Is your website HTTPS?

posted in: Security 0

The ‘S’ in HTTPS (Hypertext Transfer Protocol Secure) indicates the security and safety features for your website. It shows your visitors that your website and the traffic coming to and from it are protected by an SSL (Secure Sockets Layer) certificate; this is a digital certificate that helps in offering strong encryption and a secure connection to your website.

In July this year Google released the latest version of its web browser Google Chrome (version 68), which now highlights all websites without an SSL certificate. Although an SSL certificate is not a legal obligation and doesn’t affect how a website functions, it does provide a visitor with assurance that personal information that they are typing into the site is being instantly encrypted.

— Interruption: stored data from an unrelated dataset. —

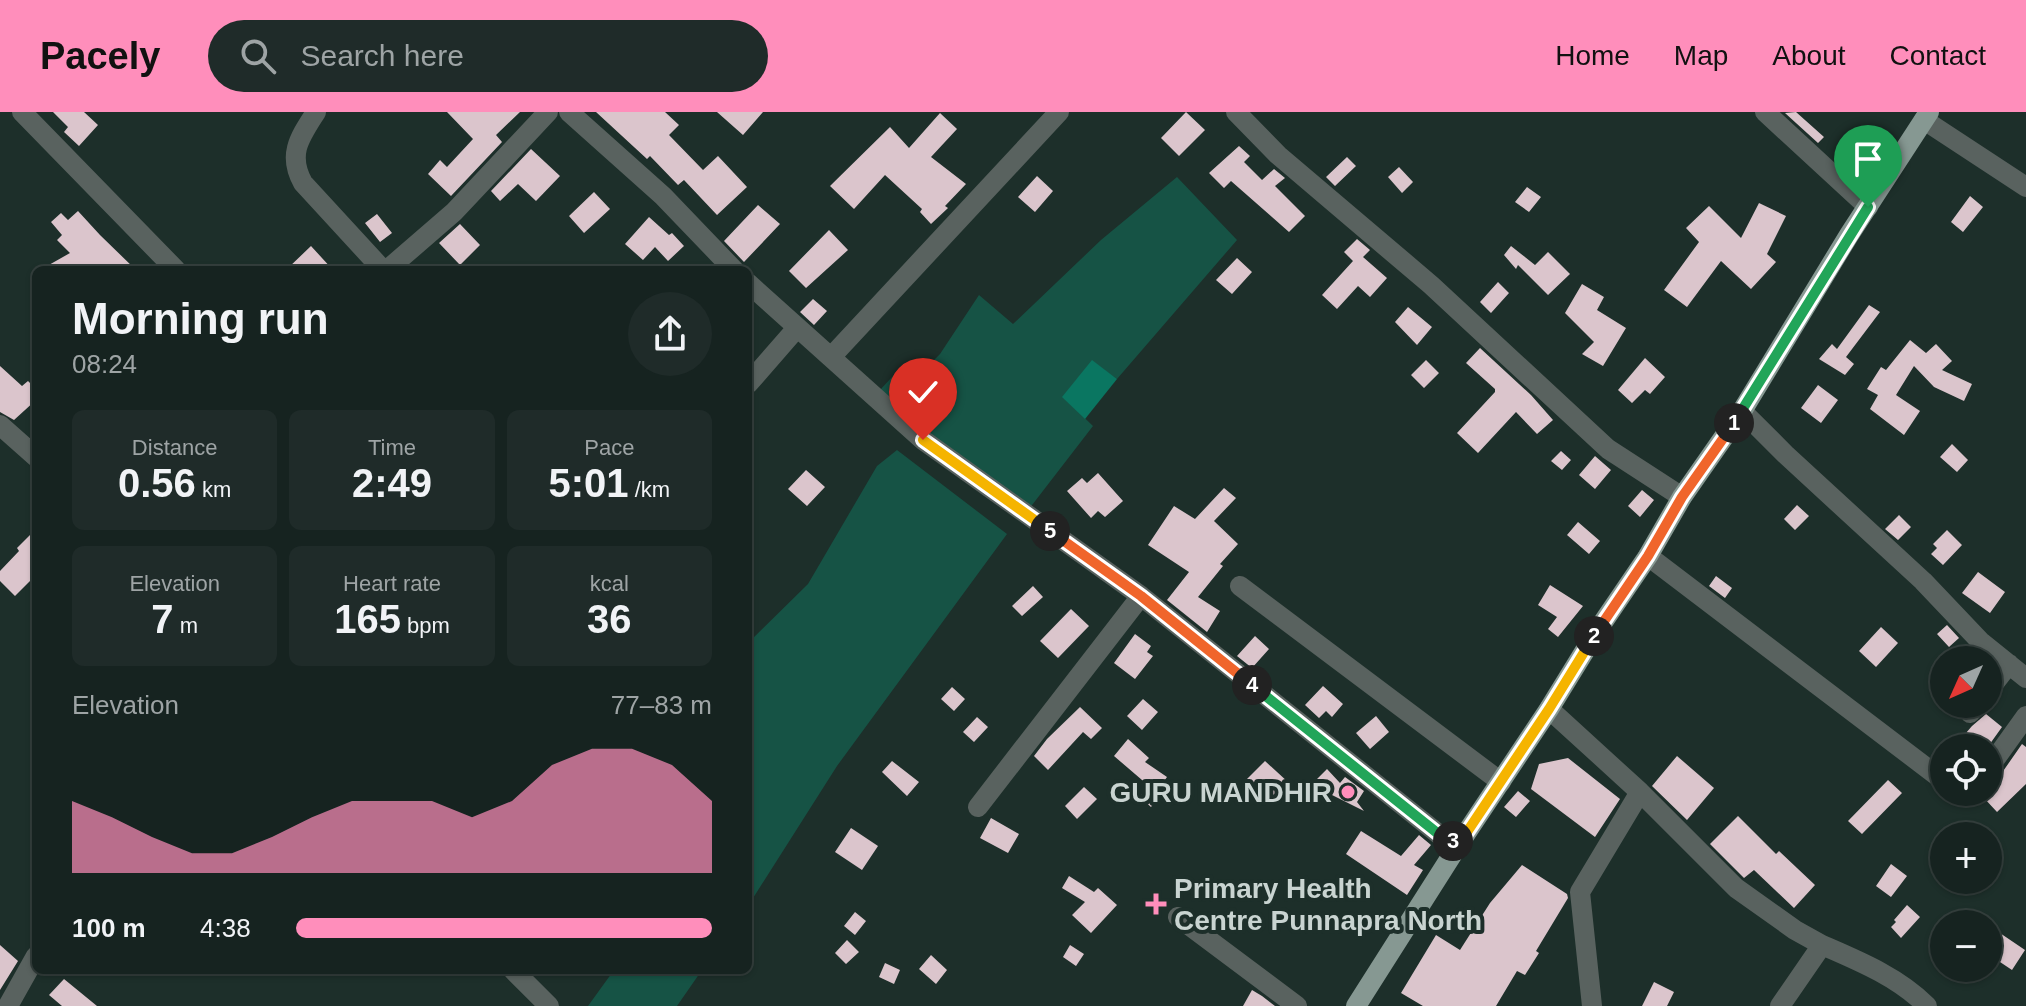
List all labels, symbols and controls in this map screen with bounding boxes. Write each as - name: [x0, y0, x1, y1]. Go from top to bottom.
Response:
- search box: [208, 20, 768, 92]
- icon: search: [236, 34, 280, 78]
- text: Pacely: [40, 35, 160, 77]
- text: Search here: [300, 39, 464, 72]
- text: Home: [1555, 40, 1630, 71]
- text: Map: [1674, 40, 1728, 71]
- text: About: [1772, 40, 1846, 71]
- text: Contact: [1890, 40, 1986, 71]
- pin: [1834, 125, 1902, 207]
- icon: arrive: [1846, 137, 1890, 181]
- button: share: [628, 292, 712, 376]
- text: Morning run: [72, 294, 329, 343]
- text: 08:24: [72, 349, 137, 379]
- pin: [889, 358, 957, 440]
- icon: check: [901, 370, 945, 414]
- pin: 1: [1714, 403, 1754, 443]
- text: 1: [1728, 410, 1740, 435]
- text: Distance: [132, 435, 217, 460]
- text: Time: [368, 435, 416, 460]
- text: Pace: [584, 435, 634, 460]
- text: 0.56: [118, 461, 196, 505]
- text: 2:49: [352, 461, 432, 505]
- text: 5:01: [549, 461, 629, 505]
- text: km: [196, 477, 231, 502]
- text: /km: [629, 477, 670, 502]
- pin: 5: [1030, 511, 1070, 551]
- text: 5: [1044, 518, 1056, 543]
- text: Elevation: [129, 571, 220, 596]
- text: Heart rate: [343, 571, 441, 596]
- text: kcal: [590, 571, 629, 596]
- text: 7: [151, 597, 174, 641]
- text: 165: [334, 597, 401, 641]
- text: 36: [587, 597, 632, 641]
- text: m: [174, 613, 198, 638]
- text: bpm: [401, 613, 450, 638]
- pin: 2: [1574, 616, 1614, 656]
- text: 2: [1588, 623, 1600, 648]
- north arrow: [1930, 646, 2002, 718]
- map controls: [1930, 646, 2002, 982]
- pin: 4: [1232, 665, 1272, 705]
- text: 4: [1246, 672, 1258, 697]
- text: Elevation: [72, 690, 179, 720]
- text: 77–83 m: [611, 690, 712, 720]
- button: locate: [1930, 734, 2002, 806]
- place label: GURU MANDHIR: [1110, 777, 1332, 808]
- marker: GURU MANDHIR: [1339, 783, 1357, 801]
- pin: 3: [1433, 821, 1473, 861]
- button: +: [1930, 822, 2002, 894]
- text: 3: [1447, 828, 1459, 853]
- place label: Primary Health Centre Punnapra North: [1174, 873, 1482, 936]
- marker: Primary Health Centre Punnapra North: [1145, 893, 1167, 915]
- button: −: [1930, 910, 2002, 982]
- text: 100 m: [72, 913, 146, 943]
- text: 4:38: [200, 913, 251, 943]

With this latest version of Google Chrome, even if your website is only a ‘brochure site’ or a blog, Chrome will display a ‘Not Secure’ message if you do not have an SSL certificate.

You may not require a visitor to input any personal data, but in the light of public concern over internet security, it’s likely the message will cause them to consider your trustworthiness. Put yourself in your visitors’ shoes – if you saw this message, would you feel totally confident about working with your business?

 

With that in mind, here are our five top reasons why you should have an HTTPS address right away:

  1. Increased Google Rankings – Google wants to ensure the best user experience for their customers, so understandably they don’t want to send searchers to insecure sites. Because of that, their ranking algorithm factors in the HTTPS status of sites.
  2. Improved Security – keep everything safer and more secure is simply a better option for everyone
  3. Updated Browser Labels – you do not want your website to be labelled as ‘Not Secure’ in the Chrome URL bar.
  4. Increased Conversions – while users may not have a complete technical understanding of secure connections, they do understand that they want a site to be HTTPS if they are providing personal information. Google Analytics is already reporting a difference in conversion rates between HTTP and HTTPS sites.
  5. Increased Customer Confidence – a secure connection gives your customers peace of mind that your website can be trusted, and their information is safe.

For more information on HTTPS we recommend this article from ESET –  Majority of the world’s top million websites now use HTTPS

If you would like to purchase an SSL certificate for your website, please contact us at customerservices@actystems.co.uk.

 

But not everyone uses Google Chrome, right?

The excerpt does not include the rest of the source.